The collection is Chanel at its most legible and most commercial: a direct translation of Gabrielle Chanel’s private mythology into jewels that rely on symbols rather than overt ornament. Frédéric Grangié, Chanel watch and jewelry president, called the setting essential, saying the presentation had to happen there. His point was clear. La Pausa is not just a backdrop, but part of the same visual language as the jewelry, from the path bordered by irises to the five rectangular windows, the cloister-like arches that recall Aubazine, and details preserved in Chanel’s bedroom upstairs.
Those references matter because Chanel’s high jewelry does not simply repeat house emblems, it builds a grammar around them. The lion, camellia, comet, ribbon, feather and N°5 recur as six enduring codes, and Signes & Symboles pushes that vocabulary into bold color harmonies and emphatic motifs instead of the more familiar prestige-jewelry formula of size alone. In a market where many maisons chase louder destination reveals, Chanel’s decision to ban photography and keep the audience small felt almost radical. It forced attention back onto design, where the real interest lies: how a lion becomes a setting, how a camellia becomes structure, how a comet or ribbon can read as both emblem and ornament.

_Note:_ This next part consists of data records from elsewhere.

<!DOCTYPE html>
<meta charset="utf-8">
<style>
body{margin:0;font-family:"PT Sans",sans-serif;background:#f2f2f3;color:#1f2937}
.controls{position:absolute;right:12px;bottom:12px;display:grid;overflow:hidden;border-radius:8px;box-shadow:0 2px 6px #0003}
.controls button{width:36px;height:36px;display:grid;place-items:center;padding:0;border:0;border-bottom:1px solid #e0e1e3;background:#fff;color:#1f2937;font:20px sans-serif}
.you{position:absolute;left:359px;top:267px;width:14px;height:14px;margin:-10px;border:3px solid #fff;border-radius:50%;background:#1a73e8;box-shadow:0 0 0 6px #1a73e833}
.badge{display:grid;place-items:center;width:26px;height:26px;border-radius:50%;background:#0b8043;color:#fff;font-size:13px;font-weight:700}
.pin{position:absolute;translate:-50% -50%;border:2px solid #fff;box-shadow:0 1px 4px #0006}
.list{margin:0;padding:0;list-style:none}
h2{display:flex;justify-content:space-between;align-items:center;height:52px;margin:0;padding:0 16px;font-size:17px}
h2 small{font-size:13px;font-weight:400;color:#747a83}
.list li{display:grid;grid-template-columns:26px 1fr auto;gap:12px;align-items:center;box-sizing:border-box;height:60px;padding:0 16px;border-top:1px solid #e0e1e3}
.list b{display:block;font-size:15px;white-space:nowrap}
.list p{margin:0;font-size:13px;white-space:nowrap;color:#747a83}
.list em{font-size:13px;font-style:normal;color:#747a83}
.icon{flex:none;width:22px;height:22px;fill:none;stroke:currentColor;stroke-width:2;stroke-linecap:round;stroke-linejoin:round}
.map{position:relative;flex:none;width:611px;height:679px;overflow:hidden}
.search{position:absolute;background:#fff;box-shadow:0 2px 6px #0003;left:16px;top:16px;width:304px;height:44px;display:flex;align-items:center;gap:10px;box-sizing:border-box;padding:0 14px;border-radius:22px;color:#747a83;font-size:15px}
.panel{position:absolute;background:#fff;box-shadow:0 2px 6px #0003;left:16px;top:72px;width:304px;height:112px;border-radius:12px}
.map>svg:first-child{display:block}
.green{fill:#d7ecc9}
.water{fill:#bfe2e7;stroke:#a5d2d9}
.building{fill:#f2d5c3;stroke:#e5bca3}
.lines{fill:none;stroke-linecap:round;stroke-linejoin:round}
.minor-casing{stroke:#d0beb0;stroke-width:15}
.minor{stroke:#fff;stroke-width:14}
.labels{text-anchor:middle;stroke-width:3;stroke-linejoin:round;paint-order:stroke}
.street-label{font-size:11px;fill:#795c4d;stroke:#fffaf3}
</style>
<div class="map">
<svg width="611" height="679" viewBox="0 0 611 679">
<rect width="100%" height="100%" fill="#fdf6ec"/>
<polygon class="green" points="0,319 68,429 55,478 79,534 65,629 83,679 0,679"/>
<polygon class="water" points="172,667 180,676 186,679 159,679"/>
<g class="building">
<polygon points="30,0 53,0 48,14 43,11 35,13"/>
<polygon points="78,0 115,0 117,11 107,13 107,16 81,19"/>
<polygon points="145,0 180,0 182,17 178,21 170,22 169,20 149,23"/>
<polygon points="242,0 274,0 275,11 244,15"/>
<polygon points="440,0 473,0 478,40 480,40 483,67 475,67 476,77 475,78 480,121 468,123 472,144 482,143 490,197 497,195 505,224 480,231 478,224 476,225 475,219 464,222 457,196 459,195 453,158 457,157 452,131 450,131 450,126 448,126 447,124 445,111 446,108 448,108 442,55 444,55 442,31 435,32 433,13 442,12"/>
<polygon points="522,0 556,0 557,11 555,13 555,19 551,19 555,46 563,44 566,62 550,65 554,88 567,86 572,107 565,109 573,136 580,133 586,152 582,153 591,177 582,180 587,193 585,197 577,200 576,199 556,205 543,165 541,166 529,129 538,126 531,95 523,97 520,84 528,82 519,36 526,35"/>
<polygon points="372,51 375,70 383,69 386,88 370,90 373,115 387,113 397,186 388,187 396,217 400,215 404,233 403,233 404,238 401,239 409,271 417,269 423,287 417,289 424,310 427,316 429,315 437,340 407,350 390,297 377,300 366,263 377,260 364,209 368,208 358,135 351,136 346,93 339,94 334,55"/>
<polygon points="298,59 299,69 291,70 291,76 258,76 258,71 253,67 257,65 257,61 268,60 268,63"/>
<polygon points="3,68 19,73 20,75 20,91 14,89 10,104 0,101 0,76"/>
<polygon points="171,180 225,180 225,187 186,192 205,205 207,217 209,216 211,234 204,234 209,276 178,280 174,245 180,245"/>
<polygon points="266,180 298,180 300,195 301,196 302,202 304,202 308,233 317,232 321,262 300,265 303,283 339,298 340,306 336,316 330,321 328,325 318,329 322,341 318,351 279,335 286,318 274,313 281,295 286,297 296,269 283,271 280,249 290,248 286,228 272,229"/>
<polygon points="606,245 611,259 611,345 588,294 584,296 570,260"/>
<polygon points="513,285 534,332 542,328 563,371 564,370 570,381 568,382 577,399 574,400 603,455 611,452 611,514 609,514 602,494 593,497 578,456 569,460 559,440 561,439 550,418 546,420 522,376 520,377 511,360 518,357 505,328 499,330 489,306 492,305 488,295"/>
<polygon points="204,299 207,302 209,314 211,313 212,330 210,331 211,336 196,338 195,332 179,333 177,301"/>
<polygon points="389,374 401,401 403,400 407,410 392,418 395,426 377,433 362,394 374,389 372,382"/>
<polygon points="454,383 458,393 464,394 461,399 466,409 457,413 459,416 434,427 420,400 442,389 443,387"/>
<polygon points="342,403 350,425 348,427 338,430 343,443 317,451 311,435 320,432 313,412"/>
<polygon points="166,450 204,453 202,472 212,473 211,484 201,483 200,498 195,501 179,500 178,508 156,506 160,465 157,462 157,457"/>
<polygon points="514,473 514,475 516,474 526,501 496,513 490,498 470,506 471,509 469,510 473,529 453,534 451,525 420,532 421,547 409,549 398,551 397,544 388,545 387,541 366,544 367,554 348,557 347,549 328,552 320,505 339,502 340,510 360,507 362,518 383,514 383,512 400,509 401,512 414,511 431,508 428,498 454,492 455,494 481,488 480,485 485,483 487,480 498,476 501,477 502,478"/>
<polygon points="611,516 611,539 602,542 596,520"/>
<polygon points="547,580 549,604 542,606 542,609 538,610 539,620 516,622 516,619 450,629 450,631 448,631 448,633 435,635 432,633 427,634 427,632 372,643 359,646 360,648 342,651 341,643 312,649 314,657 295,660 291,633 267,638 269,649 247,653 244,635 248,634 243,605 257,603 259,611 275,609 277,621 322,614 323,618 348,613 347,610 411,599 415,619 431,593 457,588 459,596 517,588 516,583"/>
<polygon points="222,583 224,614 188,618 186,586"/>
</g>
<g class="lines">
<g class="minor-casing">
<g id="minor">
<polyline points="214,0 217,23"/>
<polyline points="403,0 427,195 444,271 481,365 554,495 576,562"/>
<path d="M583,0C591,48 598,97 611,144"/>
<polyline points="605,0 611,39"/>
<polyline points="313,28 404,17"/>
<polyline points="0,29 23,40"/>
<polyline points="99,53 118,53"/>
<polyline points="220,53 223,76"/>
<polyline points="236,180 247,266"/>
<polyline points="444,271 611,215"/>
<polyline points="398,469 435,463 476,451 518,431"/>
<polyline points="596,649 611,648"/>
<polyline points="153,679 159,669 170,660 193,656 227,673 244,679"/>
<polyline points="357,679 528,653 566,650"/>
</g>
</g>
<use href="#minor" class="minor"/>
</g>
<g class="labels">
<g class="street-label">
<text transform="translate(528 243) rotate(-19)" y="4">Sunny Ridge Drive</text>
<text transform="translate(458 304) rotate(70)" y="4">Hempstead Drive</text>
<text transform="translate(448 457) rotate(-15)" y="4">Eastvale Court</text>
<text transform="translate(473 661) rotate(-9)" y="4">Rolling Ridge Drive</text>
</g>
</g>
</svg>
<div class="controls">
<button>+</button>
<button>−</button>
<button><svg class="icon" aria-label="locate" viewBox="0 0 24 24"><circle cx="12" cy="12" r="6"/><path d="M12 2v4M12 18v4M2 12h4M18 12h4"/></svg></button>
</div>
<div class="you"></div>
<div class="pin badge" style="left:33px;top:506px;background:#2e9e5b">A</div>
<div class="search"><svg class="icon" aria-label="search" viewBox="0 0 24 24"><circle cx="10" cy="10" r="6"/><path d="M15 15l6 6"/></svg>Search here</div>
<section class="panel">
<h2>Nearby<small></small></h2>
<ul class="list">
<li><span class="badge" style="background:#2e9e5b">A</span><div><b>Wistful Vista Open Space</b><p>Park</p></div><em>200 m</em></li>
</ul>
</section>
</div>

La Pausa itself deepens that reading. Built in 1928 by Robert Streitz, the villa served as Gabrielle Chanel’s base in the south of France until 1953, when she sold it. Chanel bought it back in 2015 and restored it over the following decade under Peter Marino, who worked from archival images, blueprints, receipts, letters and other records. The brand now says the house will also serve artists and writers, and its use for the Spring Summer 2026 campaign confirms how central the villa has become to Chanel’s storytelling.

For fine jewelry, the message is sharper than a simple heritage exercise. Chanel is treating symbols as durable design assets, not decorative nostalgia. That is why Signes & Symboles feels less like a one-off collection than a template for the next phase of commercial high jewelry, where identity, not excess, carries the strongest shine.